• _Task statement_
Determine the number of lines in the entries below in which the word "color" appears, and reply with that number only.

• _Data listing_
- - -
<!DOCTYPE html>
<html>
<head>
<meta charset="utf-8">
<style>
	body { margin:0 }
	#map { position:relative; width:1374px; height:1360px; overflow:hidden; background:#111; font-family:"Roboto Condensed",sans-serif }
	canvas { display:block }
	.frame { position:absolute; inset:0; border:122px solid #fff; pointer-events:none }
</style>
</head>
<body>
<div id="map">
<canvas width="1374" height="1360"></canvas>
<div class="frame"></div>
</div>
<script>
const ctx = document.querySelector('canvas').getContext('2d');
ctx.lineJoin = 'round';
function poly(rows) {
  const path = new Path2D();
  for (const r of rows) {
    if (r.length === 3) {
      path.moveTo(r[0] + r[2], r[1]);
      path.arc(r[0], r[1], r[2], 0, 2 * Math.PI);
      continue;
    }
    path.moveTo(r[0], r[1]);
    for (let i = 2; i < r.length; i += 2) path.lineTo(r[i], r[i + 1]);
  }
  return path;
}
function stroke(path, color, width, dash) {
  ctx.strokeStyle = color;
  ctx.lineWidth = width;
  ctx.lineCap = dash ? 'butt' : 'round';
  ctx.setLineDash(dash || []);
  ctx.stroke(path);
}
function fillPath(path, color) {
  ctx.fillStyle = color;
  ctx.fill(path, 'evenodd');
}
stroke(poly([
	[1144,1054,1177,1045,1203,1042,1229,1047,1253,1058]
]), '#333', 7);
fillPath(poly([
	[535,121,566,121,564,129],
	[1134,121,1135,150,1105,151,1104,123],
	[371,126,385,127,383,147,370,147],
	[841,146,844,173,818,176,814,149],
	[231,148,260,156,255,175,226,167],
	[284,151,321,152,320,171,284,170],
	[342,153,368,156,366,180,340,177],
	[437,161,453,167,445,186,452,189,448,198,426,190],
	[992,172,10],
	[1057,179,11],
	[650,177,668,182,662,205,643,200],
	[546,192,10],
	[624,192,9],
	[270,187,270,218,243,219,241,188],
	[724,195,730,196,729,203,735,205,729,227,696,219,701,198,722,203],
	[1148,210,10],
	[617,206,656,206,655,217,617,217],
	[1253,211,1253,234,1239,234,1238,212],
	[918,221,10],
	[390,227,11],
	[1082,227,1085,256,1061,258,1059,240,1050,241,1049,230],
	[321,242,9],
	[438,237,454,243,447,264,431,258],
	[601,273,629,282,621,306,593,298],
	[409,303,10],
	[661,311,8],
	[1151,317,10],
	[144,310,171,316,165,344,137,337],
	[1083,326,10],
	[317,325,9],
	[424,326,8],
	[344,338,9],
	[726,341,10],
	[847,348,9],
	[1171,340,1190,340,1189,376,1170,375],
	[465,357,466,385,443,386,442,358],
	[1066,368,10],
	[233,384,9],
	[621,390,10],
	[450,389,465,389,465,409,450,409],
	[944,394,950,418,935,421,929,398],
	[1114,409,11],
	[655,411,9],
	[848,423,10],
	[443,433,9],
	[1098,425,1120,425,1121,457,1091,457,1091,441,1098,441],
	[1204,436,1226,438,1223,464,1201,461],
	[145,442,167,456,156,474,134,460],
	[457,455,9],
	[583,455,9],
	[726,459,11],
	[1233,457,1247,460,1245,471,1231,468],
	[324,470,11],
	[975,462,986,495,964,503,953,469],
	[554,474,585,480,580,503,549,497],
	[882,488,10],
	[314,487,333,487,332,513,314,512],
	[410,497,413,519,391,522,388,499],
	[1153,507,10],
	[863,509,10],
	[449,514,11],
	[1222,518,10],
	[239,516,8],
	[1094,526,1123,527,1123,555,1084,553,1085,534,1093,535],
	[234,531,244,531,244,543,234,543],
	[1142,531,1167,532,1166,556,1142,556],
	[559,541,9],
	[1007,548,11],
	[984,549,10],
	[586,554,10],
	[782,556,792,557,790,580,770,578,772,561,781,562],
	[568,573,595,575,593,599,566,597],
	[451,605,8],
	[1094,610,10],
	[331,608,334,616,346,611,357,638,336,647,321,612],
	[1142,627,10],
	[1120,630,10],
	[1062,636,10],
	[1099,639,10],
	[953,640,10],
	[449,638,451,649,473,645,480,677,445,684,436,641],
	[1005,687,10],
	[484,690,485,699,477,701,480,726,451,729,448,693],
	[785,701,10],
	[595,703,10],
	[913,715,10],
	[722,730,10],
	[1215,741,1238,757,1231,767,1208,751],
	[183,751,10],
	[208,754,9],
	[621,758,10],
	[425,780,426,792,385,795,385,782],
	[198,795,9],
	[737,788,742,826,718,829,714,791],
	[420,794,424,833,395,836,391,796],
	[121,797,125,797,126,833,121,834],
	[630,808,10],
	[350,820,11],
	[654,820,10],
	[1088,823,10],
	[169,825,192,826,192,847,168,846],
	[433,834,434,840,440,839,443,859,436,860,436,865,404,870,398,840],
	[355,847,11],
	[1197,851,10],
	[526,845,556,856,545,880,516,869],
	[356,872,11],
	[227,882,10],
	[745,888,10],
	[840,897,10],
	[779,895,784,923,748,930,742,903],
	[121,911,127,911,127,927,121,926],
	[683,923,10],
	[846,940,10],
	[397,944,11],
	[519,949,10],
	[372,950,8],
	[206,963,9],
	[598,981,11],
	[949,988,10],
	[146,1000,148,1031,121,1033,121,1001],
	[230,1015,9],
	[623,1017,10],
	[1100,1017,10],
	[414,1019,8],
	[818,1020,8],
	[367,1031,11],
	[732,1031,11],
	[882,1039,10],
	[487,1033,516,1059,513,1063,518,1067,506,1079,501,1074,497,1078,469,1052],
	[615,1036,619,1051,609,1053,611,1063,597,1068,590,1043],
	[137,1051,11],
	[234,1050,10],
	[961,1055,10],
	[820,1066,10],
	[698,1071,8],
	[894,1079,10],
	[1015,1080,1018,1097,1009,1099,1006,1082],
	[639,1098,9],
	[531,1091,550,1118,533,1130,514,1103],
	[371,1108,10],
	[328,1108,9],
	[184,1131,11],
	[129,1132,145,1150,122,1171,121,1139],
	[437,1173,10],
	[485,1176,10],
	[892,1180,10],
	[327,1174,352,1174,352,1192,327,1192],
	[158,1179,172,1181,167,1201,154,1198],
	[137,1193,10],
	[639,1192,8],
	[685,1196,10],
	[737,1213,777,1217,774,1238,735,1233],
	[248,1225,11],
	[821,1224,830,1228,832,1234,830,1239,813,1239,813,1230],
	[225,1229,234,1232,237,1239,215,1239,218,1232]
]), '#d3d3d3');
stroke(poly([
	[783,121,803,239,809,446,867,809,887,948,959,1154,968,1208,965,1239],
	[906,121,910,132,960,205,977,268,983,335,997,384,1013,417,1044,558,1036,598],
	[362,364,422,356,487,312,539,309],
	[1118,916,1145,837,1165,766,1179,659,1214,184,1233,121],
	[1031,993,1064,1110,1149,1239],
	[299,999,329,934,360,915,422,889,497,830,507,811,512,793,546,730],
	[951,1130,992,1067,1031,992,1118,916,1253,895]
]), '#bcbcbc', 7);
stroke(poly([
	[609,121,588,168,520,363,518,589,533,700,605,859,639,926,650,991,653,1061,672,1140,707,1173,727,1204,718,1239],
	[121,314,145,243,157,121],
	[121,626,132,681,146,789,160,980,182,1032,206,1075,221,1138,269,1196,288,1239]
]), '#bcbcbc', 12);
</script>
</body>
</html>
- - -
• _Output of the exercise_
4